Items from a data source:
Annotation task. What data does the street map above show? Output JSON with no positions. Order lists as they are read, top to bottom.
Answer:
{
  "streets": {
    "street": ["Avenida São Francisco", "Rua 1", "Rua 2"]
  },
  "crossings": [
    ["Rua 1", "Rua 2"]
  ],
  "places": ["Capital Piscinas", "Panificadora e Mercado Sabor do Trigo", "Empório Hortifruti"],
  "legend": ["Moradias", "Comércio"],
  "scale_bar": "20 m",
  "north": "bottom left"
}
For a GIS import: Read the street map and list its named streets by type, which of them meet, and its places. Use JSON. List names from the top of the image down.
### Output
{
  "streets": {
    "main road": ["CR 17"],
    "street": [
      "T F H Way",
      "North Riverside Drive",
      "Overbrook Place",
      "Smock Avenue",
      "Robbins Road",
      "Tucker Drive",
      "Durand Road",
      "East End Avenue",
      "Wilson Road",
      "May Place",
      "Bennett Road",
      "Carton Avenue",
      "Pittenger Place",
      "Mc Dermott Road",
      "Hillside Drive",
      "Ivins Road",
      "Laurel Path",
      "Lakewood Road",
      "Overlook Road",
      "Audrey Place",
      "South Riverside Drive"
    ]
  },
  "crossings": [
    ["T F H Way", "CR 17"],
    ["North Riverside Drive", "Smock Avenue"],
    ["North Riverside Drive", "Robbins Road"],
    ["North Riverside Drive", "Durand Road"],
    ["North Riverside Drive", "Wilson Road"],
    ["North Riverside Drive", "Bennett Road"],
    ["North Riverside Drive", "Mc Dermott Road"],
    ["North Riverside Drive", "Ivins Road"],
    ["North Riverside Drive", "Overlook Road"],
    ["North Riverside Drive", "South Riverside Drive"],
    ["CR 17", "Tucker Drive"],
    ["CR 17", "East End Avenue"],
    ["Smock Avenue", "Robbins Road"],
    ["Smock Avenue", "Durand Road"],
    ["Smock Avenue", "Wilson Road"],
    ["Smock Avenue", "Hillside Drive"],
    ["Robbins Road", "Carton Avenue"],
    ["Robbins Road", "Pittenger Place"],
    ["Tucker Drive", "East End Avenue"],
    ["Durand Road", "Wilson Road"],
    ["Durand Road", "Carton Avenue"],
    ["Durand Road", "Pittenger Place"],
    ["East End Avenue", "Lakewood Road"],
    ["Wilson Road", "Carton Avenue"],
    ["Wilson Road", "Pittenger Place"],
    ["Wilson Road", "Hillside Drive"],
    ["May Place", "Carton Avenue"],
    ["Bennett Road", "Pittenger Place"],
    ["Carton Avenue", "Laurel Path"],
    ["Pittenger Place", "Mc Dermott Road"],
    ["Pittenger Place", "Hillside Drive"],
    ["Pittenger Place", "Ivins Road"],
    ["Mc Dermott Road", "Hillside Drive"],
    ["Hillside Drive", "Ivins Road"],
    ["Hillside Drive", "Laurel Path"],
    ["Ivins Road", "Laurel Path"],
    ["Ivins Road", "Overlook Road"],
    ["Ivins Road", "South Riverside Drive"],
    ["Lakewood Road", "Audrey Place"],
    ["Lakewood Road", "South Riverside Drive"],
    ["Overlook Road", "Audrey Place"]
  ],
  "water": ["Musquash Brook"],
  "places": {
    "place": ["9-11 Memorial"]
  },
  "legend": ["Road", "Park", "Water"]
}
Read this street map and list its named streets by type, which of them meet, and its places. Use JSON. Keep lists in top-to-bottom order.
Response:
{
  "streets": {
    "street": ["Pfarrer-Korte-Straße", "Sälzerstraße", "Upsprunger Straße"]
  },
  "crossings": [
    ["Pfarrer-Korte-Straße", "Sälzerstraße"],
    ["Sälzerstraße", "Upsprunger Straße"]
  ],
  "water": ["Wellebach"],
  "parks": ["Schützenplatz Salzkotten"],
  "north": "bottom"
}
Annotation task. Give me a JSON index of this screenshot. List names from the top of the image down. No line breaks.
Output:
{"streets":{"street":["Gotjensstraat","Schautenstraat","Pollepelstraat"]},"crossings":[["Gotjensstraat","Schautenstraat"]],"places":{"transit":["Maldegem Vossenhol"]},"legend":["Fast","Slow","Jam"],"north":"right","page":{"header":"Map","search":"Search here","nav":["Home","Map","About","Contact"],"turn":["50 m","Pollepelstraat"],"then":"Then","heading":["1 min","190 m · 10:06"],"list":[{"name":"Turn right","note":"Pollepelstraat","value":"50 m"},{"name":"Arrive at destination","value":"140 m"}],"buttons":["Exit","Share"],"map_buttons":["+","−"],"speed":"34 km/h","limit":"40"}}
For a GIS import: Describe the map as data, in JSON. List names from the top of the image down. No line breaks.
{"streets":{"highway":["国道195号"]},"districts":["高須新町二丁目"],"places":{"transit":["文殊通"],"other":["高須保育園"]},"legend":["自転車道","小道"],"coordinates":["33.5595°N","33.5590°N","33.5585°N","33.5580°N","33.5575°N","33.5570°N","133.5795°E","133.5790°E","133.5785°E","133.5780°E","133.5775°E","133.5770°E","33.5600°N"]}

**TASK:**
Where in the records does the word "type" appear? Copy each line that holds it.

**REPLY:**
For a GIS import: Read the street map and list its named streets by type, which of them meet, and its places. Use JSON. List names from the top of the image down.
Read this street map and list its named streets by type, which of them meet, and its places. Use JSON. Keep lists in top-to-bottom order.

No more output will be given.